On Fri, Jul 05, 2019 at 03:51:31AM +0000, Adam Steen wrote:
> >Synopsis:    Packet loss / ENOBUFs with kqueue(2) and tap(4)
> >Category:    bug
> >Environment:
>       System      : OpenBSD 6.5
>       Details     : OpenBSD 6.5-current (GENERIC.MP) #123: Sat Jun 29 
> 19:39:46 AWST 2019
>                        
> [email protected]:/sys/arch/amd64/compile/GENERIC.MP
> 
>       Architecture: OpenBSD.amd64
>       Machine     : amd64
> >Description:
>       In Solo5 we have been working towards supporting multiple network
>       interfaces, implemented this using kqueue(2) and tap(4).
> 
>       This involves setting up two Tap interfaces, starting up the program.
>       In another session flood pinging the first Tap interface,
>       Solo5 handles this with no packets dropped.
>       In another session ping the second Tap interface, then for every
>       ping to the second interface a packet is dropped on the first. If you
>       switch to a flood ping on the second tab interface, you will observe
>       massive packet loss on both interfaces, and ping complaining about
>       No buffer space available (ENOBUFS).
> 
>       see https://github.com/Solo5/solo5/issues/374 for more information.
>       
> >How-To-Repeat:
>       I have been able to reproduct this in a hacked up exampled program,
>       available here https://github.com/adamsteen/test_net_2if.
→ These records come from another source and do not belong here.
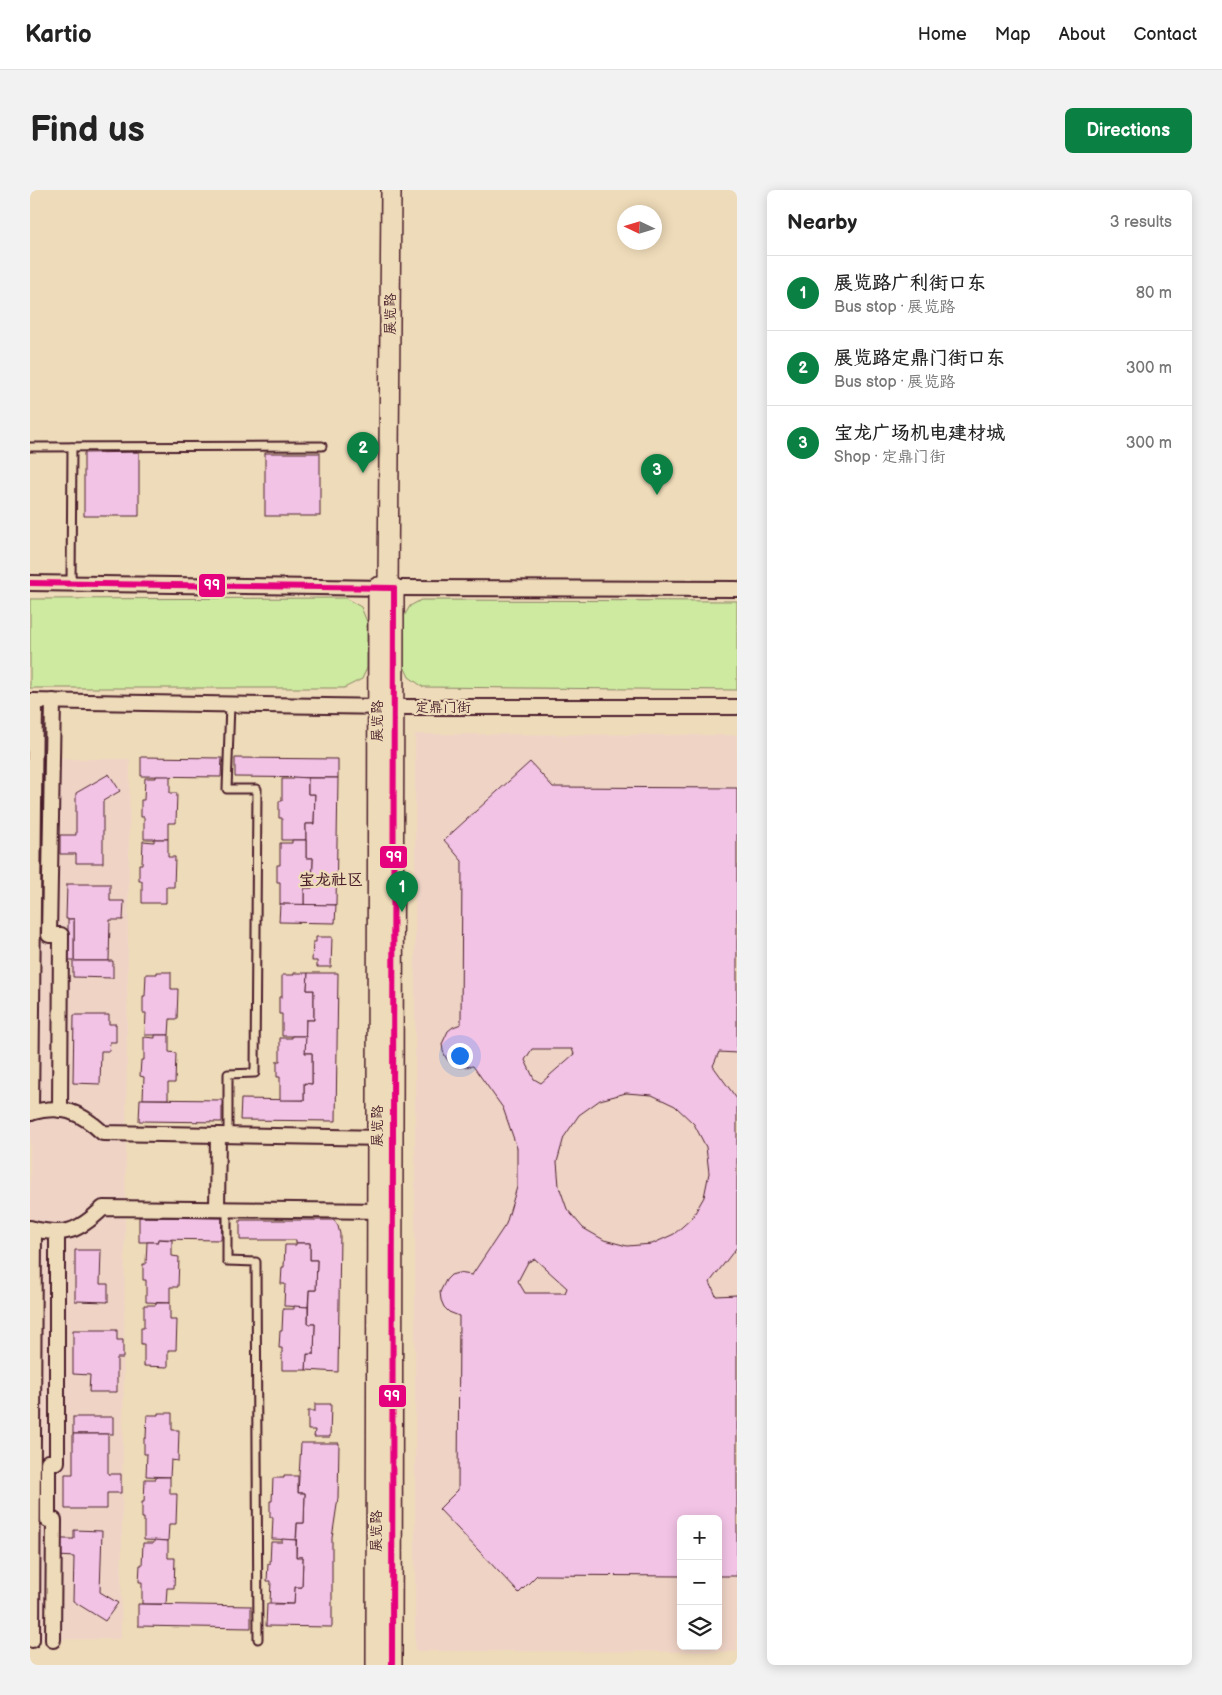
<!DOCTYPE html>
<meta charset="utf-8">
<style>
body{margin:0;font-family:"Balsamiq Sans","LXGW WenKai TC",sans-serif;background:#f2f2f2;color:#222}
.controls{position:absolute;right:15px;bottom:15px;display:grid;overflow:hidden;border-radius:8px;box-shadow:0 2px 12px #0003}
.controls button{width:45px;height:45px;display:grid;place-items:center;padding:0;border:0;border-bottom:1px solid #e0e0e0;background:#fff;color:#222;font:25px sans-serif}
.compass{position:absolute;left:587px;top:15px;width:45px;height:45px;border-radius:50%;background:#fff;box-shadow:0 2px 12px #0003;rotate:274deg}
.you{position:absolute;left:429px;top:865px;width:18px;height:18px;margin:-12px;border:4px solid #fff;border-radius:50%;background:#1a73e8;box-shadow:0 0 0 8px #1a73e833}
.badge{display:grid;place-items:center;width:32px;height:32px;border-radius:50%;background:#0b8043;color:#fff;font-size:16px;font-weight:700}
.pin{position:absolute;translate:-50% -41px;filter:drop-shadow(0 1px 2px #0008)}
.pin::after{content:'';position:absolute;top:26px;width:18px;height:15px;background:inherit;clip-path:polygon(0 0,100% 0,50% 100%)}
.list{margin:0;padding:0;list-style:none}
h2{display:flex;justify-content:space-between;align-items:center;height:65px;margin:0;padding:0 20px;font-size:21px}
h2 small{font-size:16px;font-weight:400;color:#767676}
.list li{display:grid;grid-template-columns:32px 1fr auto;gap:15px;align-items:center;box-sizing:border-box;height:75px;padding:0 20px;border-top:1px solid #e0e0e0}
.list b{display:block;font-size:19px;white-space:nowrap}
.list p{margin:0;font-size:16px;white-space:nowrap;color:#767676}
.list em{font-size:16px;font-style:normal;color:#767676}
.icon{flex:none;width:28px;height:28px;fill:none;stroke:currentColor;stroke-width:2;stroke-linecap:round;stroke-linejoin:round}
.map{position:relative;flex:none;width:707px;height:1475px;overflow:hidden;border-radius:8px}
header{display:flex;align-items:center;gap:30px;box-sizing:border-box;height:70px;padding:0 25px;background:#fff;border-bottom:1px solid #e0e0e0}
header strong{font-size:24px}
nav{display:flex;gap:28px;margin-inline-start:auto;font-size:18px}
.intro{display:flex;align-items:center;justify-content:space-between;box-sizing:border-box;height:120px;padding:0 30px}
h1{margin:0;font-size:35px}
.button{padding:12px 22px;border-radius:8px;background:#0b8043;color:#fff;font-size:18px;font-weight:700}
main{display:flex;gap:30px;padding:0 30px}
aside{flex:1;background:#fff;border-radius:8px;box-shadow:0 2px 12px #0003}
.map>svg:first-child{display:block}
.built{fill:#efd4c6;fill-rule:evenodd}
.green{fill:#cdeaa0;stroke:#8c8466}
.building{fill:#f2c3e5;stroke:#4a1f2b;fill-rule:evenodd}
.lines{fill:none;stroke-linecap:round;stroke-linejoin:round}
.lane-casing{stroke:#4a1f2b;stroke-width:11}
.street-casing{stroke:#4a1f2b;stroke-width:18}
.secondary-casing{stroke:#4a1f2b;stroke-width:22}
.lane{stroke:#eedbb9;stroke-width:7}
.street{stroke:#eedbb9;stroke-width:14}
.secondary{stroke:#eedbb9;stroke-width:19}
.bus-1-casing{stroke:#eedbb9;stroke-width:10}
.bus-1{stroke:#e5007d;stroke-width:6}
.labels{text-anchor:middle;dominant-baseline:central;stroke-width:4.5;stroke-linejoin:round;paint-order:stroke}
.street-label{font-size:14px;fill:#4a1f2b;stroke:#eedbb9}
.quarter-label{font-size:16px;font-weight:bold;fill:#4a1f2b;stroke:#eedbb9}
.line-badge{stroke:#eedbb9;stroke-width:2}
.badge-label{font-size:14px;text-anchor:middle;font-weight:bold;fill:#fff}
</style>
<header>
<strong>Kartio</strong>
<nav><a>Home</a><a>Map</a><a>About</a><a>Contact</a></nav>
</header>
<div class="intro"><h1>Find us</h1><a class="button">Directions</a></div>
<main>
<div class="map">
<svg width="707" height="1475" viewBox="0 0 707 1475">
<rect width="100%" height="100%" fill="#eedbb9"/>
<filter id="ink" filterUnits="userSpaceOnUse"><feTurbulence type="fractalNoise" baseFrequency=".02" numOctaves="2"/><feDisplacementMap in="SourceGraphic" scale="10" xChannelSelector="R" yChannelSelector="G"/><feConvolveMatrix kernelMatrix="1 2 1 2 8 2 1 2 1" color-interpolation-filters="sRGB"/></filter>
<g filter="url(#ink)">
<g class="built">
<path d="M385,544L707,545V1462L385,1461ZM651,1329H688V1456H651Z"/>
<path d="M0,569H100L91,1449L0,1450Z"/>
</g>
<g class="green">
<path d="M315,408L331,417L337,432V478L332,489L314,498H0V409Z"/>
<path d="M391,410L707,411V500L393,497L379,487L373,474V428L380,416Z"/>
</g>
<g class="building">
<path d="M109,262V326H54V263Z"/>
<rect x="235" y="263" width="55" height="63"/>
<path d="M111,567L192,568L191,587L111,586Z"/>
<path d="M205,568L308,569V588L205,587Z"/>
<path d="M500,572L523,597L707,598V863L689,862L683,876L707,909V1057L680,1092L686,1106L707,1105V1386H688V1329H651V1386L507,1385L489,1403L409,1319L428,1300L429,1126L419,1122L414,1117L411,1110L410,1102L416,1090L421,1085L428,1083L442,1085L476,1034L487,997V958L473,918L443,876L435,877H428L421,874L416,868L413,861L412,854L418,841L423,837L431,834L432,671L414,650ZM502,859H542L544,864L511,893L504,889L495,870ZM596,903L622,905L645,916L664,934L676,957L679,983L674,1007L662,1028L644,1044L622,1054L597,1056L574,1050L553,1038L537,1019L529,996L527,972L534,947L549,925L570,910ZM505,1069L537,1098L535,1103H495L488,1091L498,1072Z"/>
<path d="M79,584L90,601L73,611V673H46V664H30V645H46V603Z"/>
<path d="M126,586H140V603H147L146,633H138V649H114V627H111V610H114L115,588H126Z"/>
<path d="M264,587L278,588V604H285L284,634H276V650H252V628H249V611H252V589H264Z"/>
<path d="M278,588H308L306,715H274V698H282L283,668H276V634H284L285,604H278Z"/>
<path d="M124,649H138V667H145L144,697H136V713H112V691H109V674H112L113,651L124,652Z"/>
<path d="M262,650H276V668H283L282,698H274V715L250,714V692H247V675H250V653H262Z"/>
<path d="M37,694H80V711H94L93,730H80L79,771H44V729H36Z"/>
<path d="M250,714L306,715L305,733L249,732Z"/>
<path d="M38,729H44V771H83V788L43,787V771H38Z"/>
<path d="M286,747H302L301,777H287V771H282L283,752H286Z"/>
<path d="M127,782H141V799H148L147,829H140L139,845H115L116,823H113V806H115L116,784H127Z"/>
<path d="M264,783H278L277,800H284V830H276V846H252V824H249V807H252V785H264Z"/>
<path d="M278,783H308L306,931L210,930L211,909L274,910V893L282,894V863H275L276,830H284V800H277Z"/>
<path d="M44,825H79V834H86V852H80L79,861H71L70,894L43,893Z"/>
<path d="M125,845H139V862L146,863L145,893H138V909H113L114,887L110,886L111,870H114V847L125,848Z"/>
<path d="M262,846H276L275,863H282V894L274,893V910H250V887H247V871H250V848H262Z"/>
<path d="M110,909L192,910V932L109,931Z"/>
<path d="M109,1027L192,1028L191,1050L128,1049V1052H109Z"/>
<path d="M210,1030H304L308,1036L310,1044L308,1182L276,1180L277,1164H284L285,1134H278L279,1100H286L287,1070H280V1053H266V1050H210Z"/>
<path d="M128,1049L142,1050V1066L149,1067L148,1097H140V1113L116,1112V1090H113V1074H116L117,1052H128Z"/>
<path d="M266,1053H280V1070H287L286,1100H279L278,1117L254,1116L255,1094H251L252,1077H254L255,1055H266Z"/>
<path d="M45,1060H71L70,1094H78V1112L45,1111Z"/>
<path d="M126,1113H140V1130H147L146,1160H138V1177L114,1176V1154H111V1138H114V1115H126Z"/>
<path d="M264,1116L278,1117V1134H285L284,1164H277L276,1180H252V1158H249L250,1141H252L253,1119H264Z"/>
<path d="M43,1140H87V1150H93V1168H87V1202H59L60,1185L43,1184Z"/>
<path d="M285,1214H301L300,1247H284L285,1240H278V1221H285Z"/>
<path d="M128,1223H142V1240H149L148,1271L141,1270L140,1287L116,1286L117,1264H114V1248H116L117,1225H128Z"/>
<rect x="43" y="1227" width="40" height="17"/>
<path d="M43,1244H78V1284H91V1303H77V1319H35V1284H43Z"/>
<path d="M271,1253H309L308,1308L302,1348V1437L236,1436L237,1414H264L265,1397H272L273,1367H266L267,1333H274L275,1303H268Z"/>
<path d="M254,1286H268V1303H275L274,1333H267L266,1350L242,1349L243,1327H240V1311H242L243,1288H254Z"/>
<path d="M126,1287H140V1304H147L146,1334H139L138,1351L114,1350V1328H112V1312H114L115,1289H126Z"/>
<path d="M44,1340L72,1341L70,1402L88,1413L75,1431L43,1411L44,1367L28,1366V1349H44Z"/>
<path d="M252,1349L266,1350V1367H273L272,1397H265L264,1414L240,1413L241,1391H237L238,1374H240L241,1352H252Z"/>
<path d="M124,1350L138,1351V1368H145L144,1398H137L136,1414H112V1392H109L110,1375H112L113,1353H124Z"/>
<path d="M108,1414L221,1416V1438L108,1436Z"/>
</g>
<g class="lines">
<g class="lane-casing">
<g id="lane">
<path d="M0,257L292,256"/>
<path d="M41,394L42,257"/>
<path d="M198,945V884L225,883L227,599H197L200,514"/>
<path d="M197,1019V1071L226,1072L228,1449"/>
</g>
</g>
<g class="street-casing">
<g id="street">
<path d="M0,393L358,398L707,399"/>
<path d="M0,511L358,517H707"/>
<path d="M23,511L19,745H31L30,920"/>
<path d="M0,923C32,914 49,921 73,943L355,948"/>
<path d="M1,923L5,511"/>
<path d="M187,1019L188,945"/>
<path d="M0,1038C34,1047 48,1042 73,1018L356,1021"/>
<path d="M2,1450L4,1040"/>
<path d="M23,1450L24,1330H18V1272H27V1042"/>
</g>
</g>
<g class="secondary-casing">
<g id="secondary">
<path d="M358,398L361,0"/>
<path d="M346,1475L348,397"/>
<path d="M362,1475L364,398"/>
</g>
</g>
<use href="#lane" class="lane"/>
<use href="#street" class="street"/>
<use href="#secondary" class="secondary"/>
<g class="bus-1-casing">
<g id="bus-1">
<path d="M0,393L364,398"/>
<path d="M362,1475L364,398"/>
</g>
</g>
<use href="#bus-1" class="bus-1"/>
</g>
</g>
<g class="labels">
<g class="street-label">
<text transform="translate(360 124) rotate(-90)">展览路</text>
<text x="413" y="517">定鼎门街</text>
<text transform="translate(347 531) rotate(-90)">展览路</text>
<text transform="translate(347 936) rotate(-90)">展览路</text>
<text transform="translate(346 1341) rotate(-90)">展览路</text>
</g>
<g class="quarter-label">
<text x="301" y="690">宝龙社区</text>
</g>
</g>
<g class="line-badge">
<rect x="168" y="383" width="28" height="25" rx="5" fill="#e5007d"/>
<rect x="349" y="655" width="29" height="24" rx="5" fill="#e5007d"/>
<rect x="348" y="1194" width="29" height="24" rx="5" fill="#e5007d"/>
</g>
<g class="badge-label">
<text x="182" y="400">99</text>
<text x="364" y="672">99</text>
<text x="362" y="1211">99</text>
</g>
</svg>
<div class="controls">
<button>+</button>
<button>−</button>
<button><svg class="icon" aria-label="layers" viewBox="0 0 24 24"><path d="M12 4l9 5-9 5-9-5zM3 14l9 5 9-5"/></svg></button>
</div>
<svg class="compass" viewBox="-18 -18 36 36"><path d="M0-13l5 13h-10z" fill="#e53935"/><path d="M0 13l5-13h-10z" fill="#767676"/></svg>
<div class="you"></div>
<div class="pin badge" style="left:372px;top:722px">1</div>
<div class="pin badge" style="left:333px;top:283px">2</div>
<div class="pin badge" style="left:627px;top:305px">3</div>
</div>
<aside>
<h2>Nearby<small>3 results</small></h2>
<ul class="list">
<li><span class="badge">1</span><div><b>展览路广利街口东</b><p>Bus stop · 展览路</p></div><em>80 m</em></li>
<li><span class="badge">2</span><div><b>展览路定鼎门街口东</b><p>Bus stop · 展览路</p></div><em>300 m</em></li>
<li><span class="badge">3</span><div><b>宝龙广场机电建材城</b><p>Shop · 定鼎门街</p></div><em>300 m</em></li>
</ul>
</aside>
</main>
Please note
>       this is hacked, generally butchered program, which demonstrates the
>       problem. (if required i can try and clean up this test case)
> 
>       01. git clone https://github.com/adamsteen/test_net_2if
>       02. cd test_net_2if
>       03. make
>       04. doas setup.sh (Setup up the Tap interfaces)
>       05. doas ./test_net_2if
>       06. in another seesion start a flood ping
>           doas ping -f 10.0.0.2
>       07. Observe that the flood ping is functioning correctly,
>           with no packets dropped.
>       08. In another session, start a normal ping
>           ping 10.1.0.2
>       09. Observe that, for each ping sent to service1, a packet is dropped.
>       10. Kill the normal ping
>       11. start a flood ping
>           doas ping -f 10.1.0.2
>       12. Observe massive packet loss on both interfaces, and ping
>           complaining about No buffer space available (ENOBUFS).
> >Fix:
>       Not Known.

Hi Adam,

claudio@ and I looked at this during a2k20, and came to the conclusion
that the packet loss occurred because an interface queue filled up
and it was shedding load. It was annoyingly easy to get to that point
though.

We also spent a lot of time massaging the tun/tap code to try and unify
the semantics of tun and tap going through the network stack, and in
particular tried to avoid queuing packets until we finally get to the
output side of the stack.

I'm not saying we've fixed this problem for you, but hopefully we've
mitigated it a bit. Could you try again and let us know if you see any
difference? If there's no difference, could you tweak your test to loop
on the read() of the /dev/tap entry until it gets back EWOULDBLOCK or
whatever the errno is that means there's no packet to read right now?